A second or a billion years later, Mouse knew she had to leave. She could not move. Her senses, her feelings, her life were in utter confusion. No one liked Mouse except her past parents, and love was something you saw in dramatic movies, not in life. She was overloaded with emotions, indecision, fear. Mouse did not notice Lady Cathenne taking her home. She did not wonder how Lady Cathenne knew her access code, although she told her.

They sat in the airlock, and then they had some Bigos, then they walked about the house, then they sat on her bed holding hands. Mouse had her bedclothes ready on the chair beside the table. She did not mind when Lady Cathenne went through them, then puzzled when she asked where Mouse kept her nightwear. Some while later, a second identical pile sat on the chair by the window.

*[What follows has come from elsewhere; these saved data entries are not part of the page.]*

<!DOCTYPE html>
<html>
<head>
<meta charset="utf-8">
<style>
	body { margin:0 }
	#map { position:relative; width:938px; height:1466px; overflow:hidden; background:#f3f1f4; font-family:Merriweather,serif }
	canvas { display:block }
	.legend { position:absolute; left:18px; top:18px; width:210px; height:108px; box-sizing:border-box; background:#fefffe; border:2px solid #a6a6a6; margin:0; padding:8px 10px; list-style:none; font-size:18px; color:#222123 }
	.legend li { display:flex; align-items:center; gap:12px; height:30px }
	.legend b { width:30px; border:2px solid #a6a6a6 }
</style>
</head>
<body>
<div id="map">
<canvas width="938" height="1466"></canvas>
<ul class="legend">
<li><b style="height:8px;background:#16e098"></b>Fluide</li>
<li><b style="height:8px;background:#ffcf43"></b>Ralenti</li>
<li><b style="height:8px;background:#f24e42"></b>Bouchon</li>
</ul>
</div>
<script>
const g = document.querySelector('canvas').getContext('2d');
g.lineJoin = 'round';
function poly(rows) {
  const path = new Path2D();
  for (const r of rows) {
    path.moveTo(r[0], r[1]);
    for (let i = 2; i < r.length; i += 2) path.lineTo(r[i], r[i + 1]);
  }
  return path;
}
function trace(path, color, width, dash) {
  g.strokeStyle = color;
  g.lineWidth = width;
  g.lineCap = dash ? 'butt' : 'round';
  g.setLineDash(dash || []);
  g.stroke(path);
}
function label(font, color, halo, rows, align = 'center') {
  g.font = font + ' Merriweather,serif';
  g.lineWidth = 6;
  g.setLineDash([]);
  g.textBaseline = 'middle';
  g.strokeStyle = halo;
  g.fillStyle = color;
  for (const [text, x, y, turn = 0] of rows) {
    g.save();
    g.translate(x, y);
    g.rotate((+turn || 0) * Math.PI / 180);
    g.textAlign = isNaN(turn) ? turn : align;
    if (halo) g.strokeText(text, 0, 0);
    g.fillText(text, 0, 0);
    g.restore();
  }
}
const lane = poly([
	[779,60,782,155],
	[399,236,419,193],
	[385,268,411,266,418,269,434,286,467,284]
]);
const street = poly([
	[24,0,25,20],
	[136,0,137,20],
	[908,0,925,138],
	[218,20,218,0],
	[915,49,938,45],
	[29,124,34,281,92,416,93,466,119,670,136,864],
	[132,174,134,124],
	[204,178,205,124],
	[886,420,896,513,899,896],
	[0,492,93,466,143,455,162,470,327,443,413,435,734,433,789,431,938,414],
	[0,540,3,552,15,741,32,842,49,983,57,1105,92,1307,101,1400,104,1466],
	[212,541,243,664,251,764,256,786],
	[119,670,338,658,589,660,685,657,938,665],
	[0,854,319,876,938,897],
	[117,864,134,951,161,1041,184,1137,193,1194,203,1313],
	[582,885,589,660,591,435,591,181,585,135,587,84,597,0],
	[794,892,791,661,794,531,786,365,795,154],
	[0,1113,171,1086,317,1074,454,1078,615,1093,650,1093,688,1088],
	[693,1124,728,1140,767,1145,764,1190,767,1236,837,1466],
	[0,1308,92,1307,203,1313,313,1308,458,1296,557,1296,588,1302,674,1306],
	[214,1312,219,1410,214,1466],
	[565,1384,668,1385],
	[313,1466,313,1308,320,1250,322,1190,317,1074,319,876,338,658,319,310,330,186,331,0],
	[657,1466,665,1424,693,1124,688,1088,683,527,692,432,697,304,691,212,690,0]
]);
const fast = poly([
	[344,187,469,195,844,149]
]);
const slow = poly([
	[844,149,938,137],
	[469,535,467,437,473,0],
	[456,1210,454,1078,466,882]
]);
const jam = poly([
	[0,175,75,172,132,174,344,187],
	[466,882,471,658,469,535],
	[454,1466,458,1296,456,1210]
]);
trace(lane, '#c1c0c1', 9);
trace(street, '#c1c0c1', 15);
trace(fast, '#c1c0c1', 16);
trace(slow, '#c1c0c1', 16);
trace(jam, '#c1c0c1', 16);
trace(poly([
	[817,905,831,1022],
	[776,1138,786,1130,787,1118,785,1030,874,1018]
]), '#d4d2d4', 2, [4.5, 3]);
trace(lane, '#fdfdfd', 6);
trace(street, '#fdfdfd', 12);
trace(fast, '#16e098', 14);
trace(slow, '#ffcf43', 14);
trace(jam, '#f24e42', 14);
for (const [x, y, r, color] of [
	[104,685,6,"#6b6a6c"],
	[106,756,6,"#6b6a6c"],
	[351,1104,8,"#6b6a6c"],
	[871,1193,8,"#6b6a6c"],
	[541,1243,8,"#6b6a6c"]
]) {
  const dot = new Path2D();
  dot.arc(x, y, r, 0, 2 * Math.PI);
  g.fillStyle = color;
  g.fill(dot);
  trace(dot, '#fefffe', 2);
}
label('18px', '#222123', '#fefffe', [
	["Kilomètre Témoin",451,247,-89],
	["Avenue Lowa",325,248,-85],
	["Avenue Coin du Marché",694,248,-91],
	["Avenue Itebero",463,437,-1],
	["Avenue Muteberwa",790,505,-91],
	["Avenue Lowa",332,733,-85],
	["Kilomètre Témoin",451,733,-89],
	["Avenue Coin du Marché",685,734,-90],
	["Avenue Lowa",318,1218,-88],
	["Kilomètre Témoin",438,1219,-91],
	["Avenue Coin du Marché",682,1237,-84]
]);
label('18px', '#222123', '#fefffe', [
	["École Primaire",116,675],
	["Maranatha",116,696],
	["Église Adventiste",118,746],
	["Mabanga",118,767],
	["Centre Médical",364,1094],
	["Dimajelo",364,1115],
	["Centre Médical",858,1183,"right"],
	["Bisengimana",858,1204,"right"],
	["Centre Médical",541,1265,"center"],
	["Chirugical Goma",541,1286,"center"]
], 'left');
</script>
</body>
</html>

Mouse wanted to resist when Lady Cathenne undressed her. Mouse wanted to scream and shout and run away when Lady Cathenne took off her latex base layer. Mouse cried, shamed at imagining how she must look to Lady Cathenne. Mouse’s anorexic ugly body, especially morbidly obscene when compared to her perfect figure, perky breasts, long hair, naturally slim waist, must be turning Lady Cathenne’s stomach inside out. Mouse just trudged along into the shower, where Lady Cathenne showered them both, even Mouse’s tears. She said she had a sister and that all was well. Mouse was not sure if this was a dream or a nightmare.

In the hot air dryer, Lady Cathenne’s hair blew about as if there was no care in the world. When Lady Cathenne brought her back to her bedroom, Mouse rushed to her clothing pile, trying to cover herself, but Lady Cathenne held her back. Patiently, Lady Cathenne dressed Mouse exactly the way Mouse liked to sleep and put her to bed. When Lady Cathenne covered her with her doona and duvet, Mouse lay stiff as a wooden board. She was ready for sleep, but she could not sleep, her mind racing, wondering what Lady Cathenne was doing. With her latex and the woolen hood, Mouse could only guess.

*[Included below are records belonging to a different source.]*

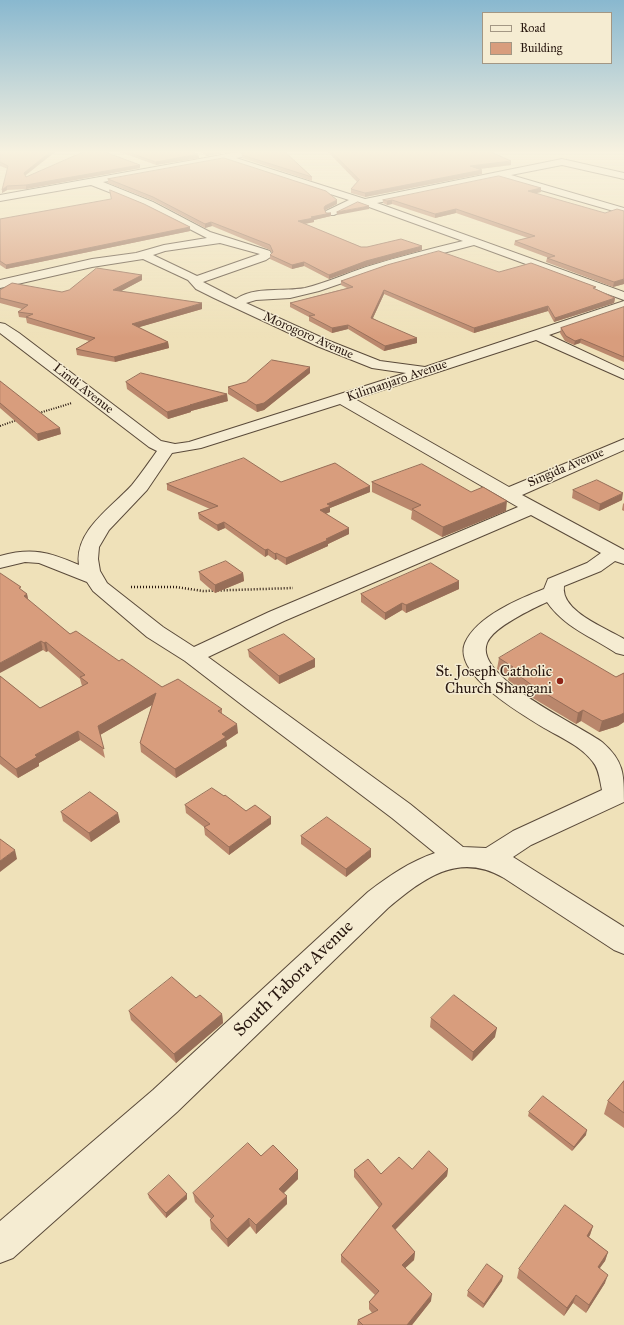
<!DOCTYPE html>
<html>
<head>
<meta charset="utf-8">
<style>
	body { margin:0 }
	#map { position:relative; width:624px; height:1325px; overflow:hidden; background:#efe1b9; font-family:"IM FELL Great Primer",serif }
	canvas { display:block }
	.legend { position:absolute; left:482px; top:12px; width:130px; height:52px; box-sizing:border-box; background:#f5ecd2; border:1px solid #a39784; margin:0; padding:5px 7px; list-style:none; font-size:12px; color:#291810 }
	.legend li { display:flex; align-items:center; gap:8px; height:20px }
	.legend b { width:20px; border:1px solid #a39784 }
</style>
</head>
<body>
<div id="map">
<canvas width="624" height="1325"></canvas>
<ul class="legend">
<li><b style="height:5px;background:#f5ecd2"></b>Road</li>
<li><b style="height:11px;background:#d89d7d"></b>Building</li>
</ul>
</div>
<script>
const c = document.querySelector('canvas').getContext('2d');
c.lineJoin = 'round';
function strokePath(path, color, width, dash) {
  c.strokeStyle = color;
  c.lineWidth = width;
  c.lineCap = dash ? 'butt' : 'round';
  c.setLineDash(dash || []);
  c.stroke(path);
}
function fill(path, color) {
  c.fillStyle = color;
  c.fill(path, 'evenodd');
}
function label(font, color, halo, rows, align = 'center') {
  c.font = font + ' "IM FELL Great Primer",serif';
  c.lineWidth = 3;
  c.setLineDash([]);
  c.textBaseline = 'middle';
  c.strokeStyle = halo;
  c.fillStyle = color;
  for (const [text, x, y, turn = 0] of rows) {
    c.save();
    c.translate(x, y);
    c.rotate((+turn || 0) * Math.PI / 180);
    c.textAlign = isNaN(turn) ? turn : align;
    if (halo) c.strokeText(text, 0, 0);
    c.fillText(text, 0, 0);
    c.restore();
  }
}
const minor = new Path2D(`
	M238,152L244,155L242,157L236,158L365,199L562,159L624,173V179L562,165L511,175L624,208V214L499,178L377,203L624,292V300L474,245L386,268L319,291L290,298L256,300L246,303L327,340L380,361L425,367L624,301V309L549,335L624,370V379L536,340L355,399L509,487L624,439V450L522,495L624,550V564L615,561L601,571L564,586C560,611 606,628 624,639V655L616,653C592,637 564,627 547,602C532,609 493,627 487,643C473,677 579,725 602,742C624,761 624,774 624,802L531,845L513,857L624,927V954L614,950L504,878C458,851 423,879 388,908L177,1112L13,1258L0,1263V1221L153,1090L368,892C389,876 409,862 435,853L392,818L246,708L185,661L147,637L93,591L87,582L39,563L25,562L0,568V556C32,547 49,552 79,565C74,531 112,507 132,485C141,474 149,462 157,451L149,447L0,333V323L5,324L19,333L161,441L175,444L189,442L406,373L372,368L317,346L214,298L196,289L188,280L143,259L92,267L0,288V280L92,259L136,253L164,245L207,238L145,206L91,185L0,201V195ZM224,160L349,200L326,211L325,213L326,215H334L358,203L463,241C430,249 398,257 366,267C345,274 326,283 305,288C284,292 255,286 236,299L203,282L266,260L272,256L270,251L210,232L153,202L103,182ZM220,243L260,254L197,276L153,255L165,251ZM340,404L518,507L269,612L194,647L163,627L107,583L100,571L98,559L99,547L109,530L147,490L172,453L201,448ZM531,515L601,553L587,563L548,579L544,589C519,599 477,616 465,643C452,675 525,716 546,729C562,738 582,747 593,762C599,769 600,781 602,790L513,831L486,848L463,847L410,804L208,657L284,621Z`);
strokePath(minor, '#5a4a3a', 2);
strokePath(new Path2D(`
	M39,413L72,403
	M0,426L17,420`), '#291810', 2, [1, 1.5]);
strokePath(new Path2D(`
	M131,587H176L203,591L293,588`), '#291810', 2.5, [1, 2]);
fill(minor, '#f5ecd2');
fill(new Path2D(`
	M0,152H55L25,176L26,177L140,165V168L26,189L7,190L2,193L8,169L0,166Z
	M120,152H189L198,154L199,158L156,165Z
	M201,152H230L206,156Z
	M242,152H285L312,177V181L242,158V155L244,154Z
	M328,152H491L511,165L480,169L482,174L365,197L351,193V189L357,182Z
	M108,179L337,204L325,210L326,213H331V216L314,220V222L305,224L361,247L422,246V250L366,266L329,279L304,266L292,269L270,259V255L272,253L270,250L212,226L205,228L154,201L108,183Z
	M541,188V192L535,193L624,284L613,287L546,262L547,258H549L514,245L515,241L528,238L456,213L435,218L392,204L387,205L383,203V200Z
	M0,219L190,227V231L6,269L0,265Z
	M499,272L596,289L615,298L614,303L554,322L548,311L474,333L384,294L373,318L417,343L384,351L348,329L332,333L309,321V317L290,307V303L347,288L341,285V281Z
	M142,275V280L121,291L202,309L139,327L168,342L169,348L115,362L77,355L76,349L89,341L27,323L26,318L19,317L18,312L22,309L0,303V290L62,292Z
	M624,307V362L580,343L574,345L565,341L560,333L561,328Z
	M310,373L264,410L257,412L228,394V387Z
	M0,381L61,434L38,441L0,408Z
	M126,382L228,401L191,411V412L168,419L127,389Z
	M281,482L370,486V492L330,508V512L326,514L349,534L328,544V546L286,565L277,559L275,560L268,555L265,557L225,528L218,531L199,519L198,513L210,509L167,490V484Z
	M372,482L471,492L506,511L442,537L411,519L412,511L372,492Z
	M573,490L622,500L599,511L572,498Z
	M624,503V511L622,510L623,504Z
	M199,572L243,573L244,581L215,593L200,580Z
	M459,581V589L406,613L402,610L385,620L361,602V594Z
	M22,591L27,594L28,600L70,634L119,661L162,687L222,709V714L238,733L226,741L227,746L176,778L141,752L140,743L152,705L100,735L105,758L80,740L39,763V766L18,778L0,764V676L40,708L82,686L80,679L48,651L46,652L43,650Z
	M248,650L315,659V667L279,684L249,657Z
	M499,658L616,677L624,673V722L618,726L599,732L581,721L576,724L531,697L508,680L509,676L497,669Z
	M224,796L246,811L271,824L229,855L205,835L204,827L186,813L185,805Z
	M61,812L120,822L91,842L63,821Z
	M301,836L371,857L346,877L301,844Z
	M196,998L222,1014L223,1023L176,1063L131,1020L129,1011Z
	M431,1018L495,1037L472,1061L430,1027Z
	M624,1081V1128L604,1114L608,1101Z
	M529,1112L586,1135L572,1151L528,1116Z
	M261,1156L298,1179L283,1193L287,1204L256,1234L250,1226L228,1247L211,1229L210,1220L211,1219L195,1202L193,1193Z
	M412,1169H448L447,1176L395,1230L415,1252L414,1260L405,1268L431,1301L412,1325H357L358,1320L372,1313L369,1309V1302L375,1295L341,1262V1255L379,1208L354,1177V1170L381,1174Z
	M148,1194L187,1199L166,1218L149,1198Z
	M593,1226L590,1235L589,1237L608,1252L605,1261L599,1268L605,1283L586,1313L573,1303L564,1316L517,1278L519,1269Z
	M502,1281L483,1308L467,1296L468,1291Z`), '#ba876c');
fill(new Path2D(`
	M50,152H55L24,176V173Z
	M212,152H230L206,156V153Z
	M198,154L199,158L156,165V162Z
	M511,161V165L470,170V166Z
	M140,165V168L26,189V185Z
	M482,170V174L365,197V193Z
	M7,186V190L2,193V190Z
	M541,188V192L528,195V191Z
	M337,200V204L325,210L324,212V208L325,206Z
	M392,200V204L387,205V201Z
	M369,206V209L337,215V212Z
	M456,209V213L435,218V214Z
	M331,213V216L314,220V222L298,225V221L311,217Z
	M211,222L212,226L205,228V224Z
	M190,227V231L6,269V265Z
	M422,246V250L366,266L329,279V275L366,261Z
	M304,262V266L292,269V265Z
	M142,275V280L114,295L113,290Z
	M624,279V284L613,287L614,282Z
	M384,290V294L371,322V318Z
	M615,298L614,303L554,322L555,318Z
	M202,303V309L133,329L132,324Z
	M548,306V311L474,333V328Z
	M348,325V329L332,333V328Z
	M417,338V343L384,351L385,346Z
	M581,339L580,343L574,345L575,341Z
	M168,342L169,348L115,362L114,357Z
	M310,367V373L264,410L257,412L256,405Z
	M227,394L228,401L191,411V412L168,419L167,412L190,405Z
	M60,428L61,434L38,441L37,434Z
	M370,486V492L330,508V512L319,516L320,510L327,504Z
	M623,493L622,500L599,511L600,504Z
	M507,501L506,511L442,537L443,527Z
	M224,522L225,528L218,531L217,525Z
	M349,528V534L328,544V546L286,565V558L326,539Z
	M268,549V555L265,557V550Z
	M276,553L277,559L275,560V554Z
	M243,573L244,581L215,593V585Z
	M459,581V589L406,613V605Z
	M27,594L29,603L24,596Z
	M402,603V610L385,620V613Z
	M41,641L43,650L0,673V663Z
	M46,642L48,651L46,652L44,643Z
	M315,659V667L279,684V676Z
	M156,693L157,702L100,735L98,726Z
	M583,710L581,721L576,724L578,713Z
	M624,713V722L618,726L599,732L602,721Z
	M237,724L238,733L226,741L227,746L176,778L175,769L222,734Z
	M78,731L80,740L39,763V766L18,778L16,769L35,755Z
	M118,813L120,822L91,842L89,833Z
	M271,817V824L229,855V847Z
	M371,849V857L346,877V869Z
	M15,850L17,859L0,872V861Z
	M222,1014L223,1023L176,1063L174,1054Z
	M497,1028L495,1037L472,1061L473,1052Z
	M587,1130L586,1135L572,1151L574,1147Z
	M448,1169L447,1176L392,1233V1226Z
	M298,1170V1179L279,1198V1189Z
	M187,1194V1199L166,1218V1213Z
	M287,1196V1204L256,1234V1225Z
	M249,1218L250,1226L228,1247L227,1239Z
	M593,1226L590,1235L584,1244L587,1236Z
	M415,1252L414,1260L401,1272L402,1265Z
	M608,1252L605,1261L595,1275L598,1267Z
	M608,1275L605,1283L586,1313L589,1305Z
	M503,1276L502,1281L483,1308L484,1304Z
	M432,1294L431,1301L412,1325H407Z
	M576,1295L573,1303L564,1316L567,1308Z`), '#976e58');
const building = new Path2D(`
	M0,152H50L24,173L26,177L83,152H105L140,165L26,185L7,186L2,190L8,166L0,162Z
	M128,152H189L198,154L156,162Z
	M245,152H285L312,177L242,155Z
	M332,152H491L511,161L470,166L482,170L365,193L351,189L359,180Z
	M224,158L326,191L337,200L325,206L324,208L326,213H331L311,217L314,218L298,221L361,247H367L401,239L422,246L366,261L329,275L304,262L292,265L270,255L273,252L270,245L211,222L205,224L153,197L108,179Z
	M499,176L541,188L528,191L605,213L617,209L624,211V279L614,282L547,258L555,256L515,241L535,236L456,209L435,214L392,200L387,201L383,200Z
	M110,190L144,204L190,227L6,265L0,261V219L111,199Z
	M358,202L369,206L337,212Z
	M439,251L499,272L531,263L596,287L593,288L615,298L555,318L548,306L474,328L384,290L371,318L417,338L385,346L348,325L332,328L309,316L315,315L290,303L353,287L341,281L387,265Z
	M97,268L142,275L113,290L202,303L132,324L168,342L114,357L76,349L95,338L26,317L33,314L18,312L28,305L0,298V290L12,283L62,292L69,290Z
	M624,307V357L581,339L575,341L566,336L561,328Z
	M272,360L310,367L264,403L256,405L228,387L246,382Z
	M141,373L227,394L190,405H191L167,412L126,382Z
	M0,381L60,428L37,434L0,403Z
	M244,458L281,482L335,463L370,486L327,504L331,506L320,510L349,528L326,539L328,540L286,558L276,553L275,554L268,549L265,550L224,522L217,525L198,513L218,506L167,484Z
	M422,464L471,492L483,487L507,501L443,527L412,509L421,505L372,482Z
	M597,480L623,493L600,504L573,490Z
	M226,561L243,573L215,585L199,572Z
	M431,563L459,581L406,605L402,603L385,613L361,594Z
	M0,573L21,587L19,588L27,594L24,596L70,634L76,631L119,661L122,659L162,687L178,679L222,709L218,711L237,724L222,734L226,737L175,769L140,743L156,693L98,726L104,749L78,731L35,755L37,757L16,769L0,756V676L40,708L88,683L80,677L85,675L46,642L44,643L41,641L0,663Z
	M541,633L616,677L624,673V713L620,715L602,721L583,710L578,713L533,686L510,669L513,667L499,658Z
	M284,634L315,659L279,676L248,650Z
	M212,788L224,796L225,795L246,811L255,805L271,817L229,847L204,827L210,824L185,805Z
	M90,792L118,813L89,833L61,812Z
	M327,817L371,849L346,869L301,836Z
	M0,839L15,850L0,861Z
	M172,977L196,998L200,995L222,1014L174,1054L129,1011Z
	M454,995L497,1028L473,1052L431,1018Z
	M624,1081V1113L608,1101Z
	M543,1096L587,1130L574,1147L529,1112Z
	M248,1143L261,1156L273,1145L298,1170L279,1189L287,1196L256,1225L249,1218L227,1239L210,1220L214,1216L193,1193Z
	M429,1151L448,1169L392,1226L415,1252L402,1265L432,1294L407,1325H363L358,1320L378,1310L369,1302L379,1291L341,1255L382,1204L354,1170L368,1159L381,1174L399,1157L412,1169Z
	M169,1175L187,1194L166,1213L148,1194Z
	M565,1205L593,1226L587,1236L608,1252L598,1267L608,1275L589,1305L576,1295L567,1308L519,1269Z
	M487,1264L503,1276L484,1304L468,1291Z`);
fill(building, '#d89d7d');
strokePath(building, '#976e58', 1);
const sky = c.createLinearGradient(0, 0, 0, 338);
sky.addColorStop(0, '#89b8cf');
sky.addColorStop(0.45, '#f8f2e0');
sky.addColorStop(1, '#f8f2e000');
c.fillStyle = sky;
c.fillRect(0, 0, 624, 338);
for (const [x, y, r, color] of [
	[560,681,4,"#8f2418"]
]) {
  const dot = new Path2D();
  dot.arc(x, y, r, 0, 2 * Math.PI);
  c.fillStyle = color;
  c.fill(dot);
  strokePath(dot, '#f5ecd2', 1.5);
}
label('13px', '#291810', '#f5ecd2', [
	["Morogoro Avenue",308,336,24],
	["Kilimanjaro Avenue",397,381,-19],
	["Lindi Avenue",83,389,38],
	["Singida Avenue",566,468,-23]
]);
label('15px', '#291810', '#f5ecd2', [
	["St. Joseph Catholic",552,672],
	["Church Shangani",552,689]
], 'right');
label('18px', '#291810', '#f5ecd2', [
	["South Tabora Avenue",294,979,-44]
]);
</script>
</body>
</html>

“Click,” that was the light switch. Then Mouse felt the doona drawn away, and another body lay down beside her. Mouse felt an arm snaking under her head, then another over her, so Mouse turned around for Lady Cathenne to pull them together. Intensely aware of Lady Cathenne’s body pressed to hers, Mouse felt that she wore the same as she. All this was overwhelming, and Mouse just switched off and slept.